## Available records
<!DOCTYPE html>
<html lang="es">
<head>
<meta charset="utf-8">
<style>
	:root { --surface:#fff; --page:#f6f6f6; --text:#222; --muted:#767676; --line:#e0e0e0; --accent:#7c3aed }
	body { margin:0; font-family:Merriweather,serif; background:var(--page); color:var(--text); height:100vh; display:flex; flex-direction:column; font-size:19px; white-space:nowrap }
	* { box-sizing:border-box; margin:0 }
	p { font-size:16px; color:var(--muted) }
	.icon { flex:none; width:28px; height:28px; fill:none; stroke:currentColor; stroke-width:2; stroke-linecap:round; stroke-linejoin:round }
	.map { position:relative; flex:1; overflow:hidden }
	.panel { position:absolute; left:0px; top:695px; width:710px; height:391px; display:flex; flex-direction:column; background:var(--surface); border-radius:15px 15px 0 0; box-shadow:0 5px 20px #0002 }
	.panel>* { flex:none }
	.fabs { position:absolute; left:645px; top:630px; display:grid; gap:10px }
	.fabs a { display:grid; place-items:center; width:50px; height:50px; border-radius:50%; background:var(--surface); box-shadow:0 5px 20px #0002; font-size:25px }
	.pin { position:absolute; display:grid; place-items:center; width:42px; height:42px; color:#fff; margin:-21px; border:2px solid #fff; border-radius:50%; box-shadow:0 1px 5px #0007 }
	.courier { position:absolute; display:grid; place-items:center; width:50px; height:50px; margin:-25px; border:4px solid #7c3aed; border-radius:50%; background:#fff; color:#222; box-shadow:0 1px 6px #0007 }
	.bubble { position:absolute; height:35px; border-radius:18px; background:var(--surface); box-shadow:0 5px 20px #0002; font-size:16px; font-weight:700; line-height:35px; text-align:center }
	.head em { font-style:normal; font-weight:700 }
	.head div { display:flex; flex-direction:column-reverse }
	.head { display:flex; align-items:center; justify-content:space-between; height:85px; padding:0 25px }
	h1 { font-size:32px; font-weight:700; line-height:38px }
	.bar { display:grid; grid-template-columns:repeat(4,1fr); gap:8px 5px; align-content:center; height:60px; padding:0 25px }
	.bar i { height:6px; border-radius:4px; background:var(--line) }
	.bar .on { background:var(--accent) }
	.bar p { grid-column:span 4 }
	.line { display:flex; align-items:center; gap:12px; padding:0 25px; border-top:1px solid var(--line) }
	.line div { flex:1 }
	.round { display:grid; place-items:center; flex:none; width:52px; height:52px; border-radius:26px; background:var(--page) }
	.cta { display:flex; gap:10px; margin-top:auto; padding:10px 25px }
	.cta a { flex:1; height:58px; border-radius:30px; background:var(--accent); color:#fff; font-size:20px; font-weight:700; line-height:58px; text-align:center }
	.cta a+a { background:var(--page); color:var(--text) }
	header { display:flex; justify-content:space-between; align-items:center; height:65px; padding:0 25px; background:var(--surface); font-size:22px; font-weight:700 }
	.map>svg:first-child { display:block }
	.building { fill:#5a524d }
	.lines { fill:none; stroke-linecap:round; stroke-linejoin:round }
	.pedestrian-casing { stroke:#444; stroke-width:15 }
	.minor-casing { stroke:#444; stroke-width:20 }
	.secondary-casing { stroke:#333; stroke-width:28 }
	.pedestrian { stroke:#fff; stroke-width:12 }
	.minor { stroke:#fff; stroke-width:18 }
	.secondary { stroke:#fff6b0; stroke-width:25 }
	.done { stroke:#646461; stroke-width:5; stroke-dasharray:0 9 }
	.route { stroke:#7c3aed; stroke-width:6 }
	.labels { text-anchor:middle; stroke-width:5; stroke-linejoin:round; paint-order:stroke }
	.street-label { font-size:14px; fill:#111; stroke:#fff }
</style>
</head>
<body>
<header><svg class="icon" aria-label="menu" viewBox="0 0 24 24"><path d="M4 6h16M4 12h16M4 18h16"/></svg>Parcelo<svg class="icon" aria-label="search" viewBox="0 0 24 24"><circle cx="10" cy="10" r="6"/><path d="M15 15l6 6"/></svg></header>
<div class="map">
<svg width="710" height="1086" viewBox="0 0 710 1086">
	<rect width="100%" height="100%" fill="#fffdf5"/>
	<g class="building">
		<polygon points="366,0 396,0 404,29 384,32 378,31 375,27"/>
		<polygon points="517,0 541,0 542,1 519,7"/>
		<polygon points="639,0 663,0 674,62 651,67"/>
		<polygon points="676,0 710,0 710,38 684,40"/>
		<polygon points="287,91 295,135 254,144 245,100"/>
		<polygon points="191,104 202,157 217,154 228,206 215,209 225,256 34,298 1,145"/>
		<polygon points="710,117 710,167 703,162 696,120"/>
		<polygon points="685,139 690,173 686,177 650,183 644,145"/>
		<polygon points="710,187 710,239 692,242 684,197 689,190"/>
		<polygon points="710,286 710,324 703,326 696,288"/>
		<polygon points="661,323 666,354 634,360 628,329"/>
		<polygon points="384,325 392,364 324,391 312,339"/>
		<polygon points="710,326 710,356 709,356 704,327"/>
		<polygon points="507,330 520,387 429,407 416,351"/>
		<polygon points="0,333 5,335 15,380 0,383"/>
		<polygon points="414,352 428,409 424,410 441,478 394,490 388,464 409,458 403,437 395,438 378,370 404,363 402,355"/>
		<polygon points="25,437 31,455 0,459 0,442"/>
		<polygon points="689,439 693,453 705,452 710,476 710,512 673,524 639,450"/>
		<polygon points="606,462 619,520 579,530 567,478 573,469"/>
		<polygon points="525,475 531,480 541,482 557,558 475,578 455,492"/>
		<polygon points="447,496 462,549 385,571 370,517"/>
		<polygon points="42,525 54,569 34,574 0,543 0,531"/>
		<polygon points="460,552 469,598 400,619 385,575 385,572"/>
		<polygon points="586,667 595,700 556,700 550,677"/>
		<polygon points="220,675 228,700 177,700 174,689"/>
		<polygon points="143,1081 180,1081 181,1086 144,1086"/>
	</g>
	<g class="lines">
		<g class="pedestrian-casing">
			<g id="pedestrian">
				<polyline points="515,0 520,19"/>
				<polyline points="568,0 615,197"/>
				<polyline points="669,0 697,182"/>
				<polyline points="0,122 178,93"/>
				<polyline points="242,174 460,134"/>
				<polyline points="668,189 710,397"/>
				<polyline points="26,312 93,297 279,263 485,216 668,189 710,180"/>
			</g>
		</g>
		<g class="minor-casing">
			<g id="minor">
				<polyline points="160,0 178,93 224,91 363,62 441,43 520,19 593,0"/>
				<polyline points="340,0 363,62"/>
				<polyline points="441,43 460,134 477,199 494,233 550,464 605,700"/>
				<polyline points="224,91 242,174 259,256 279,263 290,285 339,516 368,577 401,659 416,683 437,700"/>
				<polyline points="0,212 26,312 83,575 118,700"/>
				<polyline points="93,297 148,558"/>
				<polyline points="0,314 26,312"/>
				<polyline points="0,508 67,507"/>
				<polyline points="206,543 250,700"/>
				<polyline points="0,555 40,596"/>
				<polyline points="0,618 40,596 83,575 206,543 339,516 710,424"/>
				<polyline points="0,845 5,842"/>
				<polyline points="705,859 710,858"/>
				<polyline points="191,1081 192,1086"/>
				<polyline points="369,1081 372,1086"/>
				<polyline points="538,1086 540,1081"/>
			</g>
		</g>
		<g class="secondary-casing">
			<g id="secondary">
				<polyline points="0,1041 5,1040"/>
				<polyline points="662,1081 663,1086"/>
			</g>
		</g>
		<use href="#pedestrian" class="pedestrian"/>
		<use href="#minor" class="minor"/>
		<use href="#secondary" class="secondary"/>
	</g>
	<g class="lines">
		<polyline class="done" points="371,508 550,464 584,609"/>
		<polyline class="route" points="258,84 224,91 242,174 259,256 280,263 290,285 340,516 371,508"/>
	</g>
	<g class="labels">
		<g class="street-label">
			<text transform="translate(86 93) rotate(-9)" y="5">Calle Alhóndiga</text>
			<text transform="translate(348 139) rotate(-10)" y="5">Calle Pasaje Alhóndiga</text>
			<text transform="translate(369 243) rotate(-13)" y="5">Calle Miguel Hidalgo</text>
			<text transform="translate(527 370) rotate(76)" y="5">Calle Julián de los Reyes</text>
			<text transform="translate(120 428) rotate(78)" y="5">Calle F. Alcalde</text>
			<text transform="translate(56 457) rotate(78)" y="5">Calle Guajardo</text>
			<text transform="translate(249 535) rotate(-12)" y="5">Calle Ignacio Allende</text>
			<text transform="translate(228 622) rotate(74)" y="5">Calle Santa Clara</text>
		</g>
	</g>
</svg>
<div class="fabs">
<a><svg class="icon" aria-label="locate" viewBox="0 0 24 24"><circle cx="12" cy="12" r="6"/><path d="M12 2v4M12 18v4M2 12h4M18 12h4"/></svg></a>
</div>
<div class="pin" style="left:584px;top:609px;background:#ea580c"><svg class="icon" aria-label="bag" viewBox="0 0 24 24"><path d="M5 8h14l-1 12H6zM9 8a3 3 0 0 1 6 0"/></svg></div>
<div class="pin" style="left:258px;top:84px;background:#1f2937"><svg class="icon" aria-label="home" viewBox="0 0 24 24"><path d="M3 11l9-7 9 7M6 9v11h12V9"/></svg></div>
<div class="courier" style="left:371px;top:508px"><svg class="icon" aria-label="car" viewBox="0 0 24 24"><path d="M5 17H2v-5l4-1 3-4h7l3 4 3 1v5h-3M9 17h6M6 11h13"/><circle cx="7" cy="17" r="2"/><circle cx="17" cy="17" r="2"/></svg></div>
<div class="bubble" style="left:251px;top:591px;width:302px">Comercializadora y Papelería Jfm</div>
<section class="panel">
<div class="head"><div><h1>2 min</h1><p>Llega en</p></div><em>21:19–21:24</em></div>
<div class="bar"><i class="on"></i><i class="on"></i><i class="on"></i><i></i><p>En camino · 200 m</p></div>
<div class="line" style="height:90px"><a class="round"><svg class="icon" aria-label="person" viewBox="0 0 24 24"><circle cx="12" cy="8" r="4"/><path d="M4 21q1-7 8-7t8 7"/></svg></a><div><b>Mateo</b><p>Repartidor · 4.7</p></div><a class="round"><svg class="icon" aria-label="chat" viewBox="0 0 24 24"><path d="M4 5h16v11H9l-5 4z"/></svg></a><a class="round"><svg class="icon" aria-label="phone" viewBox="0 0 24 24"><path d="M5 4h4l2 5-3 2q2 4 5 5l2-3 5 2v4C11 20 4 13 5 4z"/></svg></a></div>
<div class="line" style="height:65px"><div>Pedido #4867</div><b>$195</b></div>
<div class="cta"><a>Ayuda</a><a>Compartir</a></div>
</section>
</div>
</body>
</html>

## What you have to do
Check each line of the listing for "linecap", and copy the ones that hold it.

## Response
	.icon { flex:none; width:28px; height:28px; fill:none; stroke:currentColor; stroke-width:2; stroke-linecap:round; stroke-linejoin:round }
	.lines { fill:none; stroke-linecap:round; stroke-linejoin:round }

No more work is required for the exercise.